### Input material
****************************************
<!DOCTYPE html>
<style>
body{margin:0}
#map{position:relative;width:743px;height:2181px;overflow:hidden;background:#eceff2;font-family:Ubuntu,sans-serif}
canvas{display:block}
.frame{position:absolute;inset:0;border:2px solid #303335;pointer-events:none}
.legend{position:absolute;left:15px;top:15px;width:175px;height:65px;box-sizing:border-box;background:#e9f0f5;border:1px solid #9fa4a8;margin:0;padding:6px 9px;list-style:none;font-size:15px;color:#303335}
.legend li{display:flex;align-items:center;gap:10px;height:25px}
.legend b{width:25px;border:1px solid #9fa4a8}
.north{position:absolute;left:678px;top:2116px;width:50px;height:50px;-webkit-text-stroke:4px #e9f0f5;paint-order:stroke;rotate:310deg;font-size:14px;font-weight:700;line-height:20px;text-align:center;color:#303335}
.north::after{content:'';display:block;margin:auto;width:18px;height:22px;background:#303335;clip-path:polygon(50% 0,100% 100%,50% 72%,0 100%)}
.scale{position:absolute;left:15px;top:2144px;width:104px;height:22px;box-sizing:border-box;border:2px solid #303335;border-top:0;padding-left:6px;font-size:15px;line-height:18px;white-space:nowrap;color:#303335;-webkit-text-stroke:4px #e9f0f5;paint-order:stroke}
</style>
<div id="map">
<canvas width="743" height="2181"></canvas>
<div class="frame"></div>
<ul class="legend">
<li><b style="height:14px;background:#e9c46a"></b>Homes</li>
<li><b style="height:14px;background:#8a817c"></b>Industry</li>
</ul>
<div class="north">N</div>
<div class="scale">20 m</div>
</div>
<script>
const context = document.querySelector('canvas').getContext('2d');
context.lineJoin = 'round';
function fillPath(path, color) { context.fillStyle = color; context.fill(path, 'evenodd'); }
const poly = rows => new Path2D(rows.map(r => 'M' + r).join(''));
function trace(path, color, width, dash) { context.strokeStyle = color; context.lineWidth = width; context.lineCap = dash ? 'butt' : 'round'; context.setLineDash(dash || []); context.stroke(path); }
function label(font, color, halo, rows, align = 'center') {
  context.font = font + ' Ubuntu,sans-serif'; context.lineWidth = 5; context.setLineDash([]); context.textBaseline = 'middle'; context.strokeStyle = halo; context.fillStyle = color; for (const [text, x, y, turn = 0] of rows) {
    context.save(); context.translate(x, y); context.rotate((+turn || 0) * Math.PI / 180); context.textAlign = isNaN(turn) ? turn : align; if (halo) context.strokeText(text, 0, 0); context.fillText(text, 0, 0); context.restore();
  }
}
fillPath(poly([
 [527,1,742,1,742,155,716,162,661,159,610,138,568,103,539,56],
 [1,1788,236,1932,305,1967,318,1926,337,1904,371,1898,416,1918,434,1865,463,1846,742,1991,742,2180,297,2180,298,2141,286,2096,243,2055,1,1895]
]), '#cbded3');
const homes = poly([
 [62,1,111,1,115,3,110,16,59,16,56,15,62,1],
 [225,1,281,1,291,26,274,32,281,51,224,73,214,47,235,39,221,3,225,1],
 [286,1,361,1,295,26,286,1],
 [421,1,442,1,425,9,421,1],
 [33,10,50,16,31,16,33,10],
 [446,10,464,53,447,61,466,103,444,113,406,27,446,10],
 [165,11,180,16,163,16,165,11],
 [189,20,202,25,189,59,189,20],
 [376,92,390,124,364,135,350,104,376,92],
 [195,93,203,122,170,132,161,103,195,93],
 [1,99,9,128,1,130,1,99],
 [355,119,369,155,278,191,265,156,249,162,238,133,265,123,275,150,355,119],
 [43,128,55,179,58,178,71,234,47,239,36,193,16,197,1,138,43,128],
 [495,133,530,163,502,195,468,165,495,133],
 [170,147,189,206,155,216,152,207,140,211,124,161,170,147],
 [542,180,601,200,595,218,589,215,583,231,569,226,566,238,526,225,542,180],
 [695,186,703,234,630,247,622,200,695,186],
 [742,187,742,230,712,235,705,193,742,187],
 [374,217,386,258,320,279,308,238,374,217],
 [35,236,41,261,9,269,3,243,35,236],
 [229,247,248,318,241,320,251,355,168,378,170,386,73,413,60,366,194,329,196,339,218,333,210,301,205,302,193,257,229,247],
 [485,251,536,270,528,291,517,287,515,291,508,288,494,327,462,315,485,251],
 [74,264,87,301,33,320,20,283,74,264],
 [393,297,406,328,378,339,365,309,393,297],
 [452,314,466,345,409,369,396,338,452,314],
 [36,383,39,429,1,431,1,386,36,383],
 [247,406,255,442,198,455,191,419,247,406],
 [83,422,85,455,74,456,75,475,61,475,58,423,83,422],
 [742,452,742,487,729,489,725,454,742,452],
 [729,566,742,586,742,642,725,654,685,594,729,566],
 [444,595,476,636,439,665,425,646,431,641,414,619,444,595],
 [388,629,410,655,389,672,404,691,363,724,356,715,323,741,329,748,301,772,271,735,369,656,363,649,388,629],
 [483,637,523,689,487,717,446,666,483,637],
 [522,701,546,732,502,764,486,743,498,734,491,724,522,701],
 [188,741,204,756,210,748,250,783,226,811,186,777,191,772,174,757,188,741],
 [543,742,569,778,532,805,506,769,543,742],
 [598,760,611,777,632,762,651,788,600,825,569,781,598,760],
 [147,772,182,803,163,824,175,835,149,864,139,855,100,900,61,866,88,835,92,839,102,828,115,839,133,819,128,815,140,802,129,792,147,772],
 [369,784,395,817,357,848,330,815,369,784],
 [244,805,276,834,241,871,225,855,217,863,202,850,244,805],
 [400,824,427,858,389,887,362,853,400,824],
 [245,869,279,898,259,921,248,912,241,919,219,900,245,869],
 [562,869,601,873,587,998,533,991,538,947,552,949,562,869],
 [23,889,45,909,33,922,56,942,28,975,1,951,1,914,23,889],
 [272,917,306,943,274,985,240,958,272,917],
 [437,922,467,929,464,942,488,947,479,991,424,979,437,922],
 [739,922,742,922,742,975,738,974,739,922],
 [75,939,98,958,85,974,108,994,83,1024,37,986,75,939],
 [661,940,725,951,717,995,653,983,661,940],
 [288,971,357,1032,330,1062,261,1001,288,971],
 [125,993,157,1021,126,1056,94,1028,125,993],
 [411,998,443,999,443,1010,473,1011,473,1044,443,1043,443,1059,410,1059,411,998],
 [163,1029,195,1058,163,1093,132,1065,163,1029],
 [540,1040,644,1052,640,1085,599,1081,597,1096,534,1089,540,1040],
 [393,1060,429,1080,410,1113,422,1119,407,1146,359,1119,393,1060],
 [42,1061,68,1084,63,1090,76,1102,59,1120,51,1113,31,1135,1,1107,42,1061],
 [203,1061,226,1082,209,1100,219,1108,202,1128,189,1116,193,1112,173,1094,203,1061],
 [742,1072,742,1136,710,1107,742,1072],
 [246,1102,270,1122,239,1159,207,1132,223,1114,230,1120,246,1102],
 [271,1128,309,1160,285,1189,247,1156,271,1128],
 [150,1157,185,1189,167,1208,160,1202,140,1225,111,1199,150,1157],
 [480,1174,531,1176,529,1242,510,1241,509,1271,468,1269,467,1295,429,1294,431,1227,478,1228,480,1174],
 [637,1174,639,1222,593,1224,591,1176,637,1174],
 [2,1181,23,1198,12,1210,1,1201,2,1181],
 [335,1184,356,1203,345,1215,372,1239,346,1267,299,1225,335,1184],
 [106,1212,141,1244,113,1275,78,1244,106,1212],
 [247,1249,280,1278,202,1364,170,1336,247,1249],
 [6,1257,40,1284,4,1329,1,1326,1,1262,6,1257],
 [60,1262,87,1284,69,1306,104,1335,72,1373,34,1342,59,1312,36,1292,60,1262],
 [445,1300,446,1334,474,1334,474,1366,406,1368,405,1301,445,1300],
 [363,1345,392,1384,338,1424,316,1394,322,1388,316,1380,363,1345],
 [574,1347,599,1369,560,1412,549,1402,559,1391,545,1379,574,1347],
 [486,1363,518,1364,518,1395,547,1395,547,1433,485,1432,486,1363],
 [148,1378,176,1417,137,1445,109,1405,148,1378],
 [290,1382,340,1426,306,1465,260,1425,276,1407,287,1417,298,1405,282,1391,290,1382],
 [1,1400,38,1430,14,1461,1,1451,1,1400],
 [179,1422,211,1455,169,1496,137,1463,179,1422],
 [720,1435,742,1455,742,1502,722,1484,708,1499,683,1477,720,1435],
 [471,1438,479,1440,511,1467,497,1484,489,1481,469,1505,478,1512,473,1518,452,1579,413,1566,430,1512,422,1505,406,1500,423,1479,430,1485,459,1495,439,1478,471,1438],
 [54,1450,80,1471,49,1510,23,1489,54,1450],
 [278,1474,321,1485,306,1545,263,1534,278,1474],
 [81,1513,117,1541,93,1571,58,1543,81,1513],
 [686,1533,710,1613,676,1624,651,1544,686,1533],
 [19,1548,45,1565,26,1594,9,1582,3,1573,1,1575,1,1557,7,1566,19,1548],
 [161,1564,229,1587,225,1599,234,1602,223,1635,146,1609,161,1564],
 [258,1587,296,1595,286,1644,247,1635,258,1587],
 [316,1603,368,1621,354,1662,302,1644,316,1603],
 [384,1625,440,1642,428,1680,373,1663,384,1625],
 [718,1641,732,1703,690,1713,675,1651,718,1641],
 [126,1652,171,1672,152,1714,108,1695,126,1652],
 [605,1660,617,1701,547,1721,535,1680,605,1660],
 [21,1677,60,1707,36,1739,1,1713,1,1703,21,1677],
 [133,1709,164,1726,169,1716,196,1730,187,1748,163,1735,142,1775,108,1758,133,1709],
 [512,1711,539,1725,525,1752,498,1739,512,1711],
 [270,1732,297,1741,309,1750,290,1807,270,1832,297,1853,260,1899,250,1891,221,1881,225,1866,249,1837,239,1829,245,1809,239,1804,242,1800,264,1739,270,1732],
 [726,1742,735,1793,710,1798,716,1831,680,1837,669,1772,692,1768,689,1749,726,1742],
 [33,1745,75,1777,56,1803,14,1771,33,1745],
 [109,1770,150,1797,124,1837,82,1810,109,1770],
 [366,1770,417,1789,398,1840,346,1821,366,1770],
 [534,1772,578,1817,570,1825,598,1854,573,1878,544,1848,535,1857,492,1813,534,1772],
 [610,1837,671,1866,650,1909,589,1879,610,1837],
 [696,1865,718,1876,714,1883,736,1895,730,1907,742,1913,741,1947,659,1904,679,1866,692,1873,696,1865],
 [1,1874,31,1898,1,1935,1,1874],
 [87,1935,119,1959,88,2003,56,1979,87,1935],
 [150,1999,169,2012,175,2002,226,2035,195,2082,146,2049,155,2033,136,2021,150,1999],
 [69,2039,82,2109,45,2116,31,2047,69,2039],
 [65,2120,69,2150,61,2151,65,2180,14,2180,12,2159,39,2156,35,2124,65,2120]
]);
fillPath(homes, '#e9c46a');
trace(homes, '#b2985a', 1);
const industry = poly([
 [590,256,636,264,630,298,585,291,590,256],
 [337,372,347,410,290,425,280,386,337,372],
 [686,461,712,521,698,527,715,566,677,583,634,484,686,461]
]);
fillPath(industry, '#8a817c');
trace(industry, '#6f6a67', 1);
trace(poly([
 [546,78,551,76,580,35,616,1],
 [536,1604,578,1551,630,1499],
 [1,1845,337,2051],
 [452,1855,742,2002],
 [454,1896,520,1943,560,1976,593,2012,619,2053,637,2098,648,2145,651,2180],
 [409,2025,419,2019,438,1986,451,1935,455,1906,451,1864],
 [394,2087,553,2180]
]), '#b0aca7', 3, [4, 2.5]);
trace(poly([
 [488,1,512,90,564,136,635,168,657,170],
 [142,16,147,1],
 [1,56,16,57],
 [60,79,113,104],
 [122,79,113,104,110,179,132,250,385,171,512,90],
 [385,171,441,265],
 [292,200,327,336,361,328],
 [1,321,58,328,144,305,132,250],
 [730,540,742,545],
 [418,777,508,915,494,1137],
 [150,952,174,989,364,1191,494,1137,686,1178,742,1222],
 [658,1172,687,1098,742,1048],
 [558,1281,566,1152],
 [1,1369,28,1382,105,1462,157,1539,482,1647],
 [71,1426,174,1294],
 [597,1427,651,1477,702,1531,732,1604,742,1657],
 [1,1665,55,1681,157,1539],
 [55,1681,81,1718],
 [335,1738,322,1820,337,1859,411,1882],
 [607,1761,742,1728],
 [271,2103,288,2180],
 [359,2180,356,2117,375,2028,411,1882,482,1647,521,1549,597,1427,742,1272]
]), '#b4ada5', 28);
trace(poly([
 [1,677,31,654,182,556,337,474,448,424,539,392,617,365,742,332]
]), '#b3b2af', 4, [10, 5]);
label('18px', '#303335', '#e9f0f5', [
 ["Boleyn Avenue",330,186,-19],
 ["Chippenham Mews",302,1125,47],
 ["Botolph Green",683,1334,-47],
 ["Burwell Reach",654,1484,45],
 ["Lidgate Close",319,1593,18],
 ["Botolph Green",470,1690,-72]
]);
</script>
****************************************
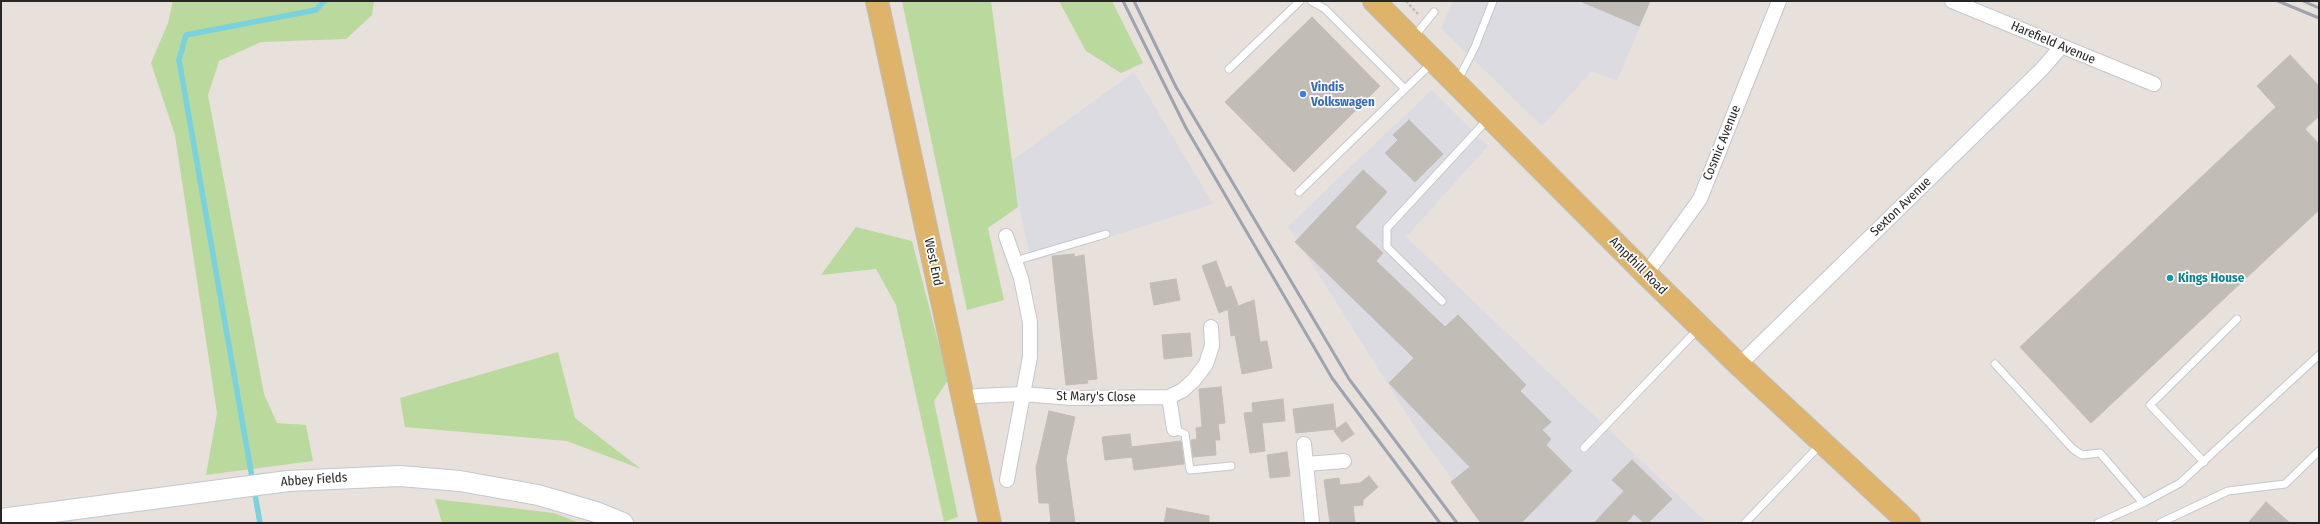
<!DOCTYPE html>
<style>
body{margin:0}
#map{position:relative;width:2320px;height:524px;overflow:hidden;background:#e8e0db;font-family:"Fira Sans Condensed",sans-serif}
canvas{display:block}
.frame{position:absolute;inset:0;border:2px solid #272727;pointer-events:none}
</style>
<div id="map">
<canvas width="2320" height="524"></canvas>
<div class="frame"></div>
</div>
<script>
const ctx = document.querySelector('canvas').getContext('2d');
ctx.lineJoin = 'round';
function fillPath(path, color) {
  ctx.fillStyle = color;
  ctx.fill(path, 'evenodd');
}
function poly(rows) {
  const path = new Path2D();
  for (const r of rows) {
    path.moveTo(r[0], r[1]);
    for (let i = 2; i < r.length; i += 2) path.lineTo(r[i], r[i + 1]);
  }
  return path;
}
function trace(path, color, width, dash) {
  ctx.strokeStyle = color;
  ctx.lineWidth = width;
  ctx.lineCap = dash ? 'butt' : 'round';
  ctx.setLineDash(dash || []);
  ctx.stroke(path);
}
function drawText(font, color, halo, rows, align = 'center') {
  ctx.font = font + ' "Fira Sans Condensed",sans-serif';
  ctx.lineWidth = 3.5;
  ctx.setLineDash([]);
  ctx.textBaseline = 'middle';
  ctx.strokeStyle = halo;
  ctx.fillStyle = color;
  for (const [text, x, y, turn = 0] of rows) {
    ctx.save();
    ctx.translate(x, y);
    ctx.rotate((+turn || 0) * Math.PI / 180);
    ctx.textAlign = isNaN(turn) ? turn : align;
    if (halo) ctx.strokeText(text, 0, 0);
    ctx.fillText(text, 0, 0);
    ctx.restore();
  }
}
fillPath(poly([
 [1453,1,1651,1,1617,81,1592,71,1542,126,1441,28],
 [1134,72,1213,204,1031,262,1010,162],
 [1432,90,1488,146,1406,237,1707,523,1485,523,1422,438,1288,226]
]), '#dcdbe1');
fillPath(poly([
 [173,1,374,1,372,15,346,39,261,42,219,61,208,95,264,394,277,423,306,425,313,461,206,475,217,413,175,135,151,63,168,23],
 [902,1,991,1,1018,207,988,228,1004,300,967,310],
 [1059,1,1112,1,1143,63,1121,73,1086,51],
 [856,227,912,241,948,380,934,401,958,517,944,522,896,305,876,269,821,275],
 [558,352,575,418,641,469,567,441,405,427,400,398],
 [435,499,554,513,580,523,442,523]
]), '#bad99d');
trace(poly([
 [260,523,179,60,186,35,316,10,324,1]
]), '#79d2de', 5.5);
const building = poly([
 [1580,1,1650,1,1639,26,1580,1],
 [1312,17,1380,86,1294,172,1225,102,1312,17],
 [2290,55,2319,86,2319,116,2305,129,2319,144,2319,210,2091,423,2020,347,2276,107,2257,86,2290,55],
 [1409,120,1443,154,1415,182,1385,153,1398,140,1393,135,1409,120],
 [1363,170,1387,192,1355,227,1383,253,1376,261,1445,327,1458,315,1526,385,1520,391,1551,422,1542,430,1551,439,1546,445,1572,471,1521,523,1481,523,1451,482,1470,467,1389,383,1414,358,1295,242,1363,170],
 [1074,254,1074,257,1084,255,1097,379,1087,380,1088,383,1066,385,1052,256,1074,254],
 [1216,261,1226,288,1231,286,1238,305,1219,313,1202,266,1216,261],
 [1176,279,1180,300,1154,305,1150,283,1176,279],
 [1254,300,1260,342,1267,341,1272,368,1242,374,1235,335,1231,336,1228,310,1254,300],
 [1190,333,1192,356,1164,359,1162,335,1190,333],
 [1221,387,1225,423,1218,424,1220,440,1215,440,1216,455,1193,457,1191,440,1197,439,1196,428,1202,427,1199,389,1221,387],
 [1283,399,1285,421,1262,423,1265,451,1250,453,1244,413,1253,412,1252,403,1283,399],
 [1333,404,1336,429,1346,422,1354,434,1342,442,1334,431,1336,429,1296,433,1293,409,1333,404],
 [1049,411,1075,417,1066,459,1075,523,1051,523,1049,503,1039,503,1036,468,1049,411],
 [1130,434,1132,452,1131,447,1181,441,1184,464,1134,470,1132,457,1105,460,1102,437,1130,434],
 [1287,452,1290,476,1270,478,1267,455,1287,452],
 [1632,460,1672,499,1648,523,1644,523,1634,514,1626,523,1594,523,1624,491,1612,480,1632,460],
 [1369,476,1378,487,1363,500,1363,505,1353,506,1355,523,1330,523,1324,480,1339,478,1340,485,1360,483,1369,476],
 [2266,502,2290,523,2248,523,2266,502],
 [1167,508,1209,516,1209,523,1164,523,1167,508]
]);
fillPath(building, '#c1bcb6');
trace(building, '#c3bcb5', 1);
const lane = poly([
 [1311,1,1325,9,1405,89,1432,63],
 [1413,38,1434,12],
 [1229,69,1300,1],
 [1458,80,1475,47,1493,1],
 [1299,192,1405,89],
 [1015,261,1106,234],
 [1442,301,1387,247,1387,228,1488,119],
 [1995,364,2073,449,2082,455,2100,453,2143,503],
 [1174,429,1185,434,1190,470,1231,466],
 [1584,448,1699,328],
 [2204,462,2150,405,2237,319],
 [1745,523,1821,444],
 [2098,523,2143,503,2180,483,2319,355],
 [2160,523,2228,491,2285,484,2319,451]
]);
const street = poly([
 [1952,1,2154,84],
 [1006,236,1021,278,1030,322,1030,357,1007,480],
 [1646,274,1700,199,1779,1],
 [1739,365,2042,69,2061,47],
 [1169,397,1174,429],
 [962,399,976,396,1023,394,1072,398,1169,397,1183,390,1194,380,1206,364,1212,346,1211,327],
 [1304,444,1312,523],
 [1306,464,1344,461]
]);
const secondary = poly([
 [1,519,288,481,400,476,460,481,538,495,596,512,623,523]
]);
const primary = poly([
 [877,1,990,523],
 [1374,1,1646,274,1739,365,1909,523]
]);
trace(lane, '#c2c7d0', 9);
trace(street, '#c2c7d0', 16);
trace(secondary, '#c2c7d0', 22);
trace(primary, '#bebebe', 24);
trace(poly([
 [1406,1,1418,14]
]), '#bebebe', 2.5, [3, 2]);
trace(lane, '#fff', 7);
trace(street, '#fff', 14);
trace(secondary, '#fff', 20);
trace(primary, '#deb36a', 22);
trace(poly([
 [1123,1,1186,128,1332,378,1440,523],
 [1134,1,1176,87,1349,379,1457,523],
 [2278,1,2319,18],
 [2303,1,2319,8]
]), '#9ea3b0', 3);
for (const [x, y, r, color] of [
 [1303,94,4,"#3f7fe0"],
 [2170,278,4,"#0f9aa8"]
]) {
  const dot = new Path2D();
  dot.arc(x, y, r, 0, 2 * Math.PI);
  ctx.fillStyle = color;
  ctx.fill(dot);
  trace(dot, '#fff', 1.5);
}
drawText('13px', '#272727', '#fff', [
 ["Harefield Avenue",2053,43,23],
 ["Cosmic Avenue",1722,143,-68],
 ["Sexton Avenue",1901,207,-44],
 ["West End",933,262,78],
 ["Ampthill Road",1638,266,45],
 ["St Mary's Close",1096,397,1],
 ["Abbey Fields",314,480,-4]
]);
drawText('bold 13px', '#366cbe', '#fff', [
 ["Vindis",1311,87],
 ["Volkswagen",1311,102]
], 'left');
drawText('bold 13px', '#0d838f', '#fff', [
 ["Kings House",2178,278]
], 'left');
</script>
****************************************
Both the line containing "context = document.querySelector('canvas').getContext('2d');" and the line containing "function label(font, color, halo, rows, align" belong in the answer. Print them and every line above that falls between them exactly, and no others.

const context = document.querySelector('canvas').getContext('2d');
context.lineJoin = 'round';
function fillPath(path, color) { context.fillStyle = color; context.fill(path, 'evenodd'); }
const poly = rows => new Path2D(rows.map(r => 'M' + r).join(''));
function trace(path, color, width, dash) { context.strokeStyle = color; context.lineWidth = width; context.lineCap = dash ? 'butt' : 'round'; context.setLineDash(dash || []); context.stroke(path); }
function label(font, color, halo, rows, align = 'center') {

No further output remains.